First, use sodium tetraborate *10 H2O which is quite soluble in water. The anhydrous sodium borate dissolves too slowly. (76.3 g/L = 0.2M) . Also make a solution of Boric acid (H3BO3). (0.2M solution = 12.4 g/L). Starting with the sodium borate solution, place a pH electrode in it while stirring and slowly add the boric acid solution until the pH is 8.0 (Starts at ~ 9-9.5). You now have a 0.2M solution of sodium borate, pH 8.0. Add 1 volume of water to bring the concentration to 0.1 M.
I followed your given protocol to prepare Borate buffer of pH 8.0, 0.1M.
As you have mentioned firstly i prepared 0.2 M sod. borate sol. 100ml, when i was adjusting its pH to 8.0 100ml of 0.2 M boric acid was used. Now, its final volume became 200ml.
Please tell me, now what will be the buffer concentration because my final vol. became 200ml of that buffer?
I have also read Nick's protocol and I'm currently using it in preparing 0.2M borate buffer, pH 8.0 as well. From what I understood, the final concentration of the 200ml is 0.2M borate buffer, and you have to add additional volume of water to dilute the buffer to 0.1M.
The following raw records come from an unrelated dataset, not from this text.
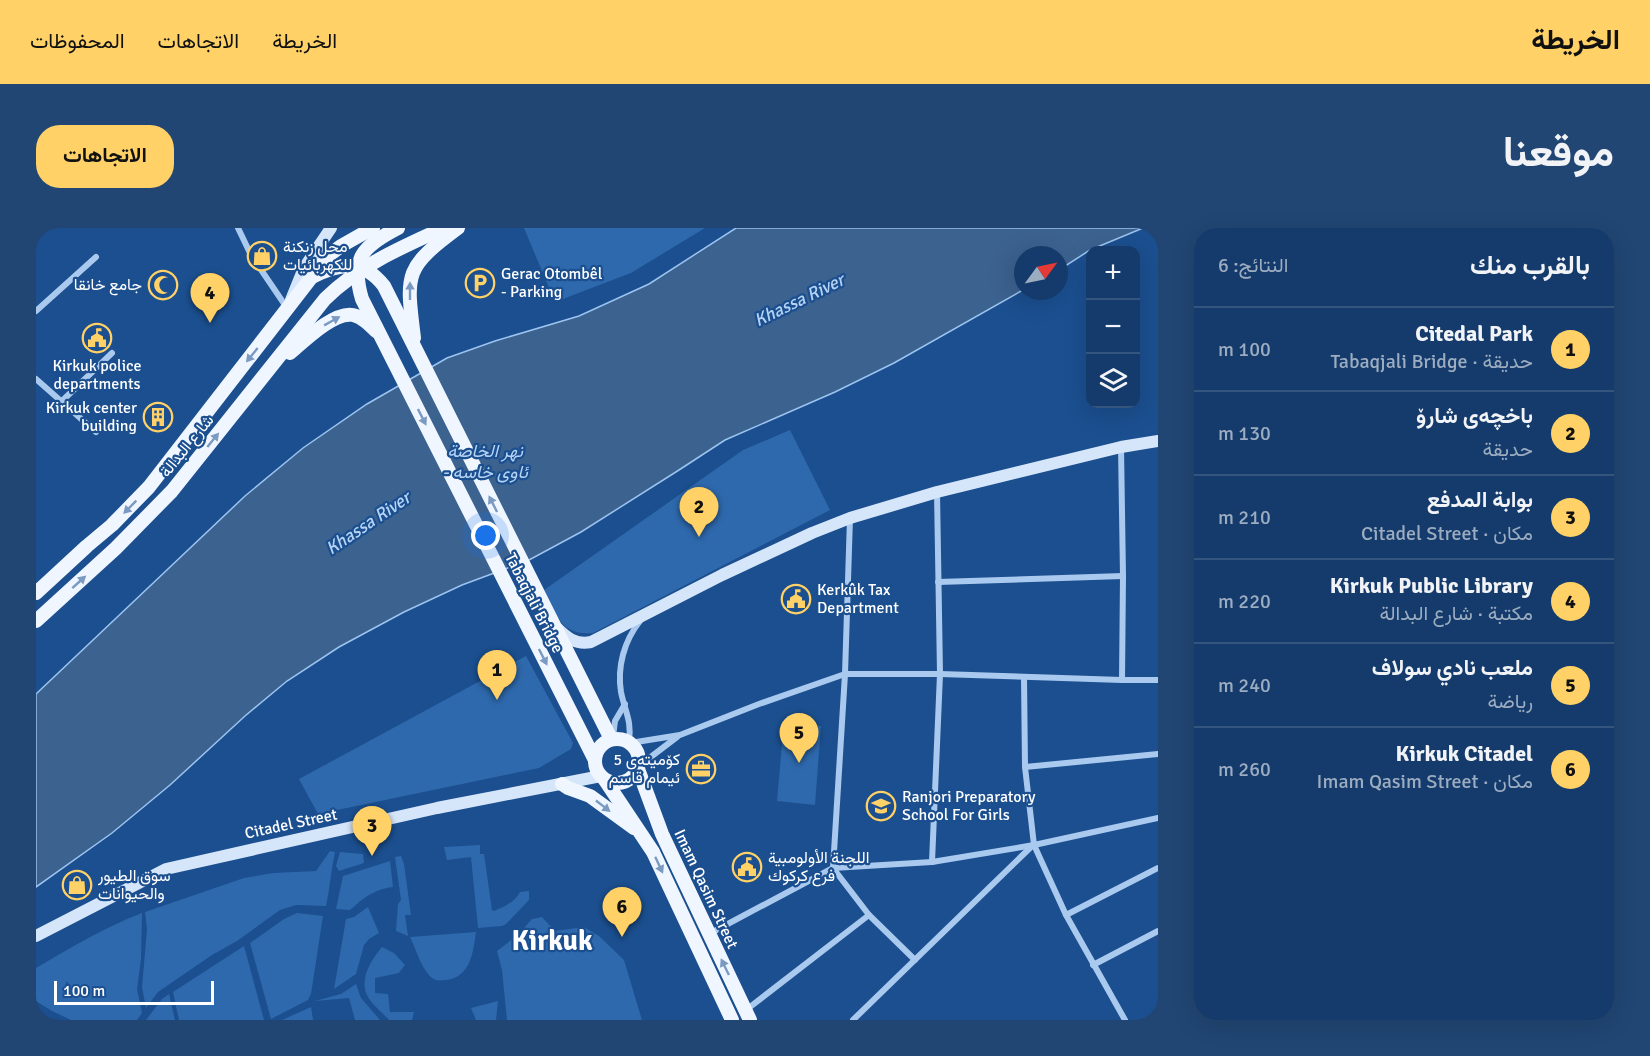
<!DOCTYPE html>
<html lang="ar">
<meta charset="utf-8">
<style>
body{margin:0;font-family:Signika,Vazirmatn,sans-serif;background:#214673;color:#f1f3f6;direction:rtl}
.controls{position:absolute;right:18px;top:18px;display:grid;overflow:hidden;border-radius:12px;box-shadow:0 6px 24px #0002}
.controls button{width:54px;height:54px;display:grid;place-items:center;padding:0;border:0;border-bottom:2px solid #33557e;background:#143b6b;color:#f1f3f6;font:30px sans-serif}
.compass{position:absolute;left:978px;top:18px;width:54px;height:54px;border-radius:50%;background:#143b6b;box-shadow:0 6px 24px #0002;rotate:57deg}
.scale{position:absolute;left:18px;bottom:15px;width:160px;box-sizing:border-box;padding-left:6px;border:3px solid #fff;border-top:0;font-size:16px;line-height:21px;white-space:nowrap;color:#fff;-webkit-text-stroke:4px #1b4f8f;paint-order:stroke}
.you{position:absolute;left:450px;top:308px;width:21px;height:21px;margin:-15px;border:4px solid #fff;border-radius:50%;background:#1a73e8;box-shadow:0 0 0 9px #1a73e833}
.badge{display:grid;place-items:center;width:39px;height:39px;border-radius:50%;background:#ffd166;color:#111;font-size:20px;font-weight:700}
.pin{position:absolute;translate:-50% -50px;filter:drop-shadow(0 2px 3px #0008)}
.pin::after{content:'';position:absolute;top:32px;width:21px;height:18px;background:inherit;clip-path:polygon(0 0,100% 0,50% 100%)}
.list{margin:0;padding:0;list-style:none}
h2{display:flex;justify-content:space-between;align-items:center;height:78px;margin:0;padding:0 24px;font-size:26px}
h2 small{font-size:20px;font-weight:400;color:#9dadc1}
.list li{display:grid;grid-template-columns:39px 1fr auto;gap:18px;align-items:center;box-sizing:border-box;height:84px;padding:0 24px;border-top:2px solid #33557e}
.list b{display:block;font-size:22px;white-space:nowrap}
.list p{margin:0;font-size:20px;white-space:nowrap;color:#9dadc1}
.list em{font-size:20px;font-style:normal;color:#9dadc1}
.icon{flex:none;width:33px;height:33px;fill:none;stroke:currentColor;stroke-width:2;stroke-linecap:round;stroke-linejoin:round}
.map{position:relative;flex:none;width:1122px;height:792px;overflow:hidden;direction:ltr;border-radius:24px}
header{display:flex;align-items:center;gap:36px;box-sizing:border-box;height:84px;padding:0 30px;background:#ffd166;color:#111}
header strong{font-size:28px}
nav{display:flex;gap:33px;margin-inline-start:auto;font-size:21px}
.intro{display:flex;align-items:center;justify-content:space-between;box-sizing:border-box;height:144px;padding:0 36px}
h1{margin:0;font-size:42px}
.button{padding:15px 27px;border-radius:24px;background:#ffd166;color:#111;font-size:21px;font-weight:700}
main{display:flex;gap:36px;padding:0 36px}
aside{flex:1;background:#143b6b;border-radius:24px;box-shadow:0 6px 24px #0002}
.map>svg:first-child{display:block}
</style>
<header>
<strong>الخريطة</strong>
<nav><a>الخريطة</a><a>الاتجاهات</a><a>المحفوظات</a></nav>
</header>
<div class="intro"><h1>موقعنا</h1><a class="button">الاتجاهات</a></div>
<main>
<aside>
<h2>بالقرب منك<small>النتائج: 6</small></h2>
<ul class="list">
<li><span class="badge">1</span><div><b>Citedal Park</b><p>حديقة · Tabaqjali Bridge</p></div><em>100 m</em></li>
<li><span class="badge">2</span><div><b>باخچەی شارۆ</b><p>حديقة</p></div><em>130 m</em></li>
<li><span class="badge">3</span><div><b>بوابة المدفع</b><p>مكان · Citadel Street</p></div><em>210 m</em></li>
<li><span class="badge">4</span><div><b>Kirkuk Public Library</b><p>مكتبة · شارع البدالة</p></div><em>220 m</em></li>
<li><span class="badge">5</span><div><b>ملعب نادي سولاف</b><p>رياضة</p></div><em>240 m</em></li>
<li><span class="badge">6</span><div><b>Kirkuk Citadel</b><p>مكان · Imam Qasim Street</p></div><em>260 m</em></li>
</ul>
</aside>
<div class="map">
<svg width="1122" height="792" viewBox="0 0 1122 792">
<rect width="100%" height="100%" fill="#1b4f8f"/>
<g fill="#2e69ad">
<polygon points="488,0 669,0 595,45 519,74"/>
<path d="M754,202L794,282L557,405C525,408 520,387 508,362L707,222Z"/>
<polygon points="490,428 537,515 535,521 503,540 282,586 263,551"/>
<polygon points="748,494 785,498 779,577 741,573"/>
<path d="M444,617V626H448L456,682L458,683C469,678 478,675 484,664L493,663V672L470,696L466,698L442,700L435,629L411,632L408,619Z"/>
<path d="M294,623L299,624C295,642 294,660 290,678L260,677L244,682L201,713L176,727L122,764L110,780L106,759L111,701L109,684L208,650L237,645L280,643Z"/>
<polygon points="304,624 327,626 328,635 303,643 300,638"/>
<polygon points="365,628 368,636 375,687 369,687 372,708 360,703 362,676 365,672 359,629"/>
<path d="M354,633L357,659C337,662 329,669 314,682L300,681L307,648Z"/>
<polygon points="332,679 343,705 333,711 328,717 320,746 298,761 310,691 318,689"/>
<path d="M106,685L105,731L101,761L106,785L101,792H35L16,783L0,773V740C34,720 69,699 106,685Z"/>
<polygon points="261,685 287,688 275,766 272,772 235,791 214,715 248,691"/>
<polygon points="506,689 519,703 548,699 563,708 588,732 606,792 471,792 466,742 461,723 482,707 496,691"/>
<path d="M440,704C437,724 435,749 410,752C403,753 398,753 393,747C384,737 380,721 374,709Z"/>
<polygon points="208,718 228,792 143,792 137,764"/>
<path d="M346,719L358,725L369,737L363,745L339,750V765L352,766L354,784H378L376,792H353C346,784 335,776 331,767C323,750 336,731 346,719Z"/>
<polygon points="320,756 325,770 344,792 319,792 313,770 279,773 305,766"/>
<polygon points="133,766 139,792 110,792 126,771"/>
<polygon points="462,773 460,792 440,792 435,780"/>
<polygon points="275,779 277,792 246,792"/>
</g>
<polygon fill="#3c6290" stroke="#9cc4f0" stroke-width="1.5" points="700,0 1107,0 1054,22 1023,42 1023,27 987,27 987,62 858,135 799,164 689,212 643,242 545,304 493,332 426,357 368,384 303,419 251,453 209,488 134,557 76,605 0,659 0,466 209,268 267,220 331,176 411,130 459,113 543,88 613,56"/>
<g fill="none" stroke-linecap="round" stroke-linejoin="round">
<g stroke="#a9c9ee" stroke-width="6">
<polyline points="202,0 215,27 251,80"/>
<polyline points="0,83 60,29"/>
<polyline points="0,151 60,204"/>
<polyline points="26,173 76,125"/>
<polyline points="1085,219 1087,348 1086,452"/>
<polyline points="814,290 809,446 797,640 833,687 879,732"/>
<polyline points="902,354 1087,348"/>
<polyline points="988,449 989,539 998,617 1030,687 1089,792"/>
<polyline points="577,509 579,493 589,476"/>
<path d="M593,514C596,492 589,484 585,464C581,439 588,413 604,393"/>
<polyline points="594,515 644,507 723,476 809,446 904,446 1086,452 1122,452"/>
<polyline points="603,538 641,509"/>
<polyline points="989,539 1122,526"/>
<polyline points="896,634 904,446 901,264"/>
<polyline points="1030,687 1122,640"/>
<polyline points="673,706 797,640 896,634 998,617 1122,590"/>
<polyline points="1057,737 1122,703"/>
<polyline points="710,782 833,687"/>
<polyline points="817,792 997,617"/>
</g>
<g stroke="#d6e6fa" stroke-width="12">
<polyline points="255,72 268,40 295,0"/>
<path d="M521,400C531,410 540,417 555,414L686,347L776,305L814,290L901,264L1085,219L1122,213"/>
<polyline points="0,708 130,641 401,580 565,548"/>
</g>
<g stroke="#f0f6ff" stroke-width="14">
<path d="M362,0C327,18 314,30 326,71L559,532"/>
<path d="M276,49C304,35 327,31 348,58L575,511"/>
<path d="M378,110C370,45 368,40 422,0"/>
<path d="M254,125C267,114 298,83 317,87C326,89 333,96 340,103"/>
<polyline points="0,365 51,318 76,297 113,259 292,28 305,18 337,0"/>
<path d="M0,393L80,320L136,263L289,71C322,38 366,19 408,0"/>
<circle cx="581" cy="533" r="22"/>
<polyline points="602,541 626,606 714,792"/>
<polyline points="569,552 617,624 696,792"/>
<polyline points="526,556 532,560 554,568 598,600"/>
</g>
</g>
<defs><path id="oneway-solid" d="M-6-.8H1V-3.2L6.5 0L1 3.2V.8H-6Z" transform="scale(1.5)"/></defs>
<g fill="#7b9ac1">
<use href="#oneway-solid" transform="translate(374 63) rotate(-90)"/>
<use href="#oneway-solid" transform="translate(296 93) rotate(-29)"/>
<use href="#oneway-solid" transform="translate(216 127) rotate(129)"/>
<use href="#oneway-solid" transform="translate(386 189) rotate(63)"/>
<use href="#oneway-solid" transform="translate(177 212) rotate(-51)"/>
<use href="#oneway-solid" transform="translate(457 276) rotate(-117)"/>
<use href="#oneway-solid" transform="translate(94 279) rotate(135)"/>
<use href="#oneway-solid" transform="translate(43 354) rotate(-42)"/>
<use href="#oneway-solid" transform="translate(507 429) rotate(63)"/>
<use href="#oneway-solid" transform="translate(567 578) rotate(38)"/>
<use href="#oneway-solid" transform="translate(623 637) rotate(65)"/>
<use href="#oneway-solid" transform="translate(689 739) rotate(-116)"/>
</g>
<defs>
<g id="shop-ring" transform="scale(1.5)"><circle r="9.5" fill="#1b4f8f" stroke="#ffd166" stroke-width="1.5"/><path d="M-5-2.5h2.3a2.7 3.5 0 0 1 5.4 0H5L5.5 6h-11ZM-1.5-2.5h3a1.5 2.3 0 0 0-3 0Z" fill="#ffd166"/></g>
<g id="parking-ring" transform="scale(1.5)"><circle r="9.5" fill="#1b4f8f" stroke="#ffd166" stroke-width="1.5"/><path d="M-3.5-5.5H1a3.5 3.5 0 0 1 0 7H-1V5.5H-3.5ZM-1-3.4V-.6H.8a1.4 1.4 0 0 0 0-2.8Z" fill="#ffd166"/></g>
<g id="mosque-ring" transform="scale(1.5)"><circle r="9.5" fill="#1b4f8f" stroke="#ffd166" stroke-width="1.5"/><path d="M3.5-4.9A6 6 0 1 0 3.5 4.9A5 5 0 1 1 3.5-4.9Z" fill="#ffd166"/></g>
<g id="civic-ring" transform="scale(1.5)"><circle r="9.5" fill="#1b4f8f" stroke="#ffd166" stroke-width="1.5"/><path d="M-.6-6.5H3V-4.5H.6V-3L4-1V1h2V6H-6V1h2V-1L-.6-3ZM-1.2 2.5V6h2.4V2.5Z" fill="#ffd166"/></g>
<g id="building-ring" transform="scale(1.5)"><circle r="9.5" fill="#1b4f8f" stroke="#ffd166" stroke-width="1.5"/><path d="M-4-6H4V6H1V3H-1V6H-4ZM-2.5-4.3h1.7v1.8h-1.7ZM.8-4.3h1.7v1.8H.8ZM-2.5-1h1.7V.8h-1.7ZM.8-1h1.7V.8H.8Z" fill="#ffd166"/></g>
<g id="office-ring" transform="scale(1.5)"><circle r="9.5" fill="#1b4f8f" stroke="#ffd166" stroke-width="1.5"/><path d="M-6-3h4V-5.5h4V-3h4V5H-6ZM-1-4.5V-3h2v-1.5ZM-6 0V1H6V0Z" fill="#ffd166"/></g>
<g id="school-ring" transform="scale(1.5)"><circle r="9.5" fill="#1b4f8f" stroke="#ffd166" stroke-width="1.5"/><path d="M0-5L7-2L0 1L-7-2ZM-4 1L0 2.5L4 1V4Q0 6-4 4Z" fill="#ffd166"/></g>
</defs>
<g fill-rule="evenodd">
<use href="#shop-ring" x="226" y="28"/>
<use href="#parking-ring" x="444" y="55"/>
<use href="#mosque-ring" x="127" y="57"/>
<use href="#civic-ring" x="61" y="110"/>
<use href="#building-ring" x="122" y="189"/>
<use href="#civic-ring" x="760" y="371"/>
<use href="#office-ring" x="665" y="541"/>
<use href="#school-ring" x="845" y="578"/>
<use href="#civic-ring" x="711" y="639"/>
<use href="#shop-ring" x="41" y="657"/>
</g>
<g text-anchor="middle" dominant-baseline="central" stroke-width="4.5" stroke-linejoin="round" paint-order="stroke">
<g font-size="16" fill="#fff" stroke="#1b4f8f" text-anchor="start">
<text x="247" y="19">محل زنكنة<tspan x="247" dy="18">للكهربائيات</tspan></text>
<text x="465" y="46">Gerac Otombêl<tspan x="465" dy="18">- Parking</tspan></text>
<text x="106" y="57" text-anchor="end">جامع خانقا</text>
<text x="61" y="138" text-anchor="middle">Kirkuk police<tspan x="61" dy="18">departments</tspan></text>
<text x="101" y="180" text-anchor="end">Kirkuk center<tspan x="101" dy="18">building</tspan></text>
<text x="781" y="362">Kerkûk Tax<tspan x="781" dy="18">Department</tspan></text>
<text x="644" y="532" text-anchor="end">کۆمیتەی 5<tspan x="644" dy="18">ئیمام قاسم</tspan></text>
<text x="866" y="569">Ranjori Preparatory<tspan x="866" dy="18">School For Girls</tspan></text>
<text x="732" y="630">اللجنة الأولومبية<tspan x="732" dy="18">فرع كركوك</tspan></text>
<text x="62" y="648">سوق الطيور<tspan x="62" dy="18">والحيوانات</tspan></text>
</g>
<g font-size="16" fill="#fff" stroke="#1b4f8f">
<text transform="translate(151 218) rotate(-51)">شارع البدالة</text>
<text transform="translate(498 375) rotate(63)">Tabaqjali Bridge</text>
<text transform="translate(255 596) rotate(-12)">Citadel Street</text>
<text transform="translate(670 661) rotate(65)">Imam Qasim Street</text>
</g>
<g font-size="18" font-style="italic" fill="#b5d3f5" stroke="#1b4f8f">
<text transform="translate(763 72) rotate(-26)">Khassa River</text>
<text x="449" y="223">نهر الخاصة<tspan x="449" dy="21">- ئاوی خاسە</tspan></text>
<text transform="translate(332 295) rotate(-34)">Khassa River</text>
</g>
<g font-size="28" font-weight="bold" fill="#fff" stroke="#1b4f8f">
<text x="516" y="713">Kirkuk</text>
</g>
</g>
</svg>
<div class="controls">
<button>+</button>
<button>−</button>
<button><svg class="icon" aria-label="layers" viewBox="0 0 24 24"><path d="M12 4l9 5-9 5-9-5zM3 14l9 5 9-5"/></svg></button>
</div>
<svg class="compass" viewBox="-18 -18 36 36"><path d="M0-13l5 13h-10z" fill="#e53935"/><path d="M0 13l5-13h-10z" fill="#9dadc1"/></svg>
<div class="scale">100 m</div>
<div class="you"></div>
<div class="pin badge" style="left:461px;top:472px">1</div>
<div class="pin badge" style="left:663px;top:309px">2</div>
<div class="pin badge" style="left:336px;top:628px">3</div>
<div class="pin badge" style="left:174px;top:95px">4</div>
<div class="pin badge" style="left:763px;top:535px">5</div>
<div class="pin badge" style="left:586px;top:709px">6</div>
</div>
</main>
"Many procedures do not give a method of preparation for the borate buffer intended; it is important to express the ionic strength in terms of boron molarity." -from 2nd page of website
By definition buffer molarity is the additive of the molarities of the acid and its conjugate base. Therefore the molarity will not change when you mix two solutions of the same molarities. It would change only when water is added.